O pedal foi o mais cruel que fiz na minha vida, foram 4 voltas de 23,5km na rodovia, mais 6km de percurso urbano. Já fiz 3 provas sprint nessa mesma rodovia, então os percursos que eu sabia que deveria estar a mais de 38km/h eu não passava de 30km/h e os watts estavam lá, mas a velocidade não vinha, pois durante todo o pedal teve muito vento contra! Senti que não seria uma prova fácil, por isso a cada 30 minutos comia uma batata, a cada 15 minutos tomava isotônico e água livre porque estava muito quente.
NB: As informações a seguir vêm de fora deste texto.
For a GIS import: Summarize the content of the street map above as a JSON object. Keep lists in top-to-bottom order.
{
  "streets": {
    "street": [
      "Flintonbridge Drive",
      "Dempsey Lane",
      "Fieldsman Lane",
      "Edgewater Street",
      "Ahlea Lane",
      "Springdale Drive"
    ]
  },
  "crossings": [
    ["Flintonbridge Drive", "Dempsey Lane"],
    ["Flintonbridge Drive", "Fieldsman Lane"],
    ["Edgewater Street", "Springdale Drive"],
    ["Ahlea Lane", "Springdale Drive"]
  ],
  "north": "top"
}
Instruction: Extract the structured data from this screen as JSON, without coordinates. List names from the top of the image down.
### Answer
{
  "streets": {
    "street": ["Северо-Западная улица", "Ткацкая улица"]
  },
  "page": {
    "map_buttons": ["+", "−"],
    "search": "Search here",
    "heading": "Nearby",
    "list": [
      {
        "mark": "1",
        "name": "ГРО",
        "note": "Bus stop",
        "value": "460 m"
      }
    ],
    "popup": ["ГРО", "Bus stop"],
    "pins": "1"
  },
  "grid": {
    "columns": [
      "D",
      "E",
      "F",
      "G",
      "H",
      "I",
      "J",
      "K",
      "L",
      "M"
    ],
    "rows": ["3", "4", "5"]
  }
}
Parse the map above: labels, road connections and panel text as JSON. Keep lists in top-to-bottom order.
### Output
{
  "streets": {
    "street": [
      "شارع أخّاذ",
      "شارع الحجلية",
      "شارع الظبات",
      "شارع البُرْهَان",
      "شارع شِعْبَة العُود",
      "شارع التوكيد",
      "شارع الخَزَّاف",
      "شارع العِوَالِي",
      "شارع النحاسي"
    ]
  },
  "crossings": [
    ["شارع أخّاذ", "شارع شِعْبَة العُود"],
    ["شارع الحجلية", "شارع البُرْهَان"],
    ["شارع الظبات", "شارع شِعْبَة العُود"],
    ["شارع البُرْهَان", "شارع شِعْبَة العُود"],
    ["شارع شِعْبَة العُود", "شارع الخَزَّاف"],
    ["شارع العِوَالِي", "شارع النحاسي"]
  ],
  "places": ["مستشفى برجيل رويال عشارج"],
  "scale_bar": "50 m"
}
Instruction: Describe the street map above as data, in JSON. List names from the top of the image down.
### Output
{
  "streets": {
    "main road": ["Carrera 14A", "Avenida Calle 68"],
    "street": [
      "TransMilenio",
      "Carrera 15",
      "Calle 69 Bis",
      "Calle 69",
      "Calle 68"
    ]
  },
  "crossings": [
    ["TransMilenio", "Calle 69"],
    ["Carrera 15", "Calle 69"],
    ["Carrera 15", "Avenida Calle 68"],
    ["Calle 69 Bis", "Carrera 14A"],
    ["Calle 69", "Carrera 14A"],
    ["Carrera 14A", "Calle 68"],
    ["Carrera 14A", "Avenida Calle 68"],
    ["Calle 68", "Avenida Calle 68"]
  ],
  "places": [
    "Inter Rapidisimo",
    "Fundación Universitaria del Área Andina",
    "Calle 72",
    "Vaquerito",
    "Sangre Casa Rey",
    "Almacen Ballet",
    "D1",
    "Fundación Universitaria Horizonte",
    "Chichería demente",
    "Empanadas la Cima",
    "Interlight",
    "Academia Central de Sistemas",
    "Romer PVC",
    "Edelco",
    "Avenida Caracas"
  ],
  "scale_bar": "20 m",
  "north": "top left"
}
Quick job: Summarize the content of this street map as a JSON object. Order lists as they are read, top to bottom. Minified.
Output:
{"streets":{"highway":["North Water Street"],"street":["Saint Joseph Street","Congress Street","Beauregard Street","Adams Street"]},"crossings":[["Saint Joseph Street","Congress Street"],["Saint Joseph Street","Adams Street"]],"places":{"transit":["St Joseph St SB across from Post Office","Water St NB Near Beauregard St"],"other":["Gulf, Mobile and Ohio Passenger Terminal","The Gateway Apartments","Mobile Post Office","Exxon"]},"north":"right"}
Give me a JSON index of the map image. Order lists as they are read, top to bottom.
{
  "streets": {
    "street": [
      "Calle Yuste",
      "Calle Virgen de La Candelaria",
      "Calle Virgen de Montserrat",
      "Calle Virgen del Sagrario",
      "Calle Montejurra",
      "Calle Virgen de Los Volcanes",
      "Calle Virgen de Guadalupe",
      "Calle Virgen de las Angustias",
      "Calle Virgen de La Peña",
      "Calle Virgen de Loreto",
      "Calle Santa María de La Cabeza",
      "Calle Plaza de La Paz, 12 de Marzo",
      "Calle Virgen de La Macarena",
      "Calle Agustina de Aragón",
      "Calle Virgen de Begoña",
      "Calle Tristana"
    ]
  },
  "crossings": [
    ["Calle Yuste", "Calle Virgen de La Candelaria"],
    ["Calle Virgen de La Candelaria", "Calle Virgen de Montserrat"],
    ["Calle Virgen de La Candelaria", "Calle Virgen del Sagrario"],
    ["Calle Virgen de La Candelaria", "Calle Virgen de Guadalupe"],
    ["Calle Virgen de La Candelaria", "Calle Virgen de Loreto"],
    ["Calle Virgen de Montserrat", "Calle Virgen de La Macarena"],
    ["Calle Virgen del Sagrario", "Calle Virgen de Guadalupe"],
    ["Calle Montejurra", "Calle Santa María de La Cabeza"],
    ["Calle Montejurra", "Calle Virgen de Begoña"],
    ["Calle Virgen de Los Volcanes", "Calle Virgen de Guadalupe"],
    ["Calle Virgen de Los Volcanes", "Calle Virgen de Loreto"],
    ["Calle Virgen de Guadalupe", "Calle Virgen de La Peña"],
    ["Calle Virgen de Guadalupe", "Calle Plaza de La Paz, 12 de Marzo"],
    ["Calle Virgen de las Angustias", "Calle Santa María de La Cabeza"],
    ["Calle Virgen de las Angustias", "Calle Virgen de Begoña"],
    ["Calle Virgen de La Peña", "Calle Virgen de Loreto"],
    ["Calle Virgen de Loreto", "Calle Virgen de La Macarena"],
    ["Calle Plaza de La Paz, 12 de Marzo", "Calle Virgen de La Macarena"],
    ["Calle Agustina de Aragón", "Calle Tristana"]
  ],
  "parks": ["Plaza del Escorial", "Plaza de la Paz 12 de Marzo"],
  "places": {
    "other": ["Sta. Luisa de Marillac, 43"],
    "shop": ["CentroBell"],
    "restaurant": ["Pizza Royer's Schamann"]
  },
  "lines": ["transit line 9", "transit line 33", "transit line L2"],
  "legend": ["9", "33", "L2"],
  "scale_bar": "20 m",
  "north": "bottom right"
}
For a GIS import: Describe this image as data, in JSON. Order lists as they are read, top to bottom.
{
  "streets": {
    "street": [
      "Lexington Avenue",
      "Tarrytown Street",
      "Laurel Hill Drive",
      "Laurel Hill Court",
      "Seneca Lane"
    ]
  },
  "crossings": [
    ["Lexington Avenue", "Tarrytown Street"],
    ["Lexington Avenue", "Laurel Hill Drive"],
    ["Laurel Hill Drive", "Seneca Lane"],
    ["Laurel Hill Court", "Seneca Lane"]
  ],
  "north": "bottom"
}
Lá pelo km 55~60 comecei a sentir que minha coxa estava começando a querer queimar, muito cedo para isso e mais um alerta, ainda era metade da prova. Já pensei: “falta de gordura”, pois eu estava com meus estoques baixos devido a virose, então comecei a comer mais batata e na última volta me apareceu outro problema: faltando 15km para terminar o ciclismo havia diminuído o ritmo e estava sem comida, além de ainda ter que correr 10k.

Eu esperava terminar o ciclismo em no máximo 3h10, porém finalizei com 3h24. Entreguei a bicicleta na T2 com quase 30 minutos a mais do que o esperado, completamente esgotado e sentindo que o isotônico não seria o suficiente. Por sorte a barraca da Manocchio (minha assessoria) estava logo na saída da corrida e pedi um carbogel que consumi após 5 minutos, onde havia o primeiro ponto de hidratação.

Eu simplesmente amo correr beira-mar no calor! Não corri bem, mas naquele ponto eu não ligava mais, só queria terminar a prova e curtir aquele momento. Fiz a corrida inteira, agradecendo muito por poder estar ali, estar terminando a prova depois de tudo que tinha acontecido.

Linha de chegada cruzada: 4:33:58 tempo total de prova, medalha no peito, orgulho e satisfação enorme pelo aprendizado por mais um ciclo completo.

Quatro dias antes estava em dúvida se eu seria capaz de largar a prova, minha bike tinha dado problema uma noite antes.

Essa foi a prova da adversidade, da superação, a prova para agradecer por tudo e todos que me ajudaram a estar ali naquele momento.

Agora descansar e curtir o próximo ciclo.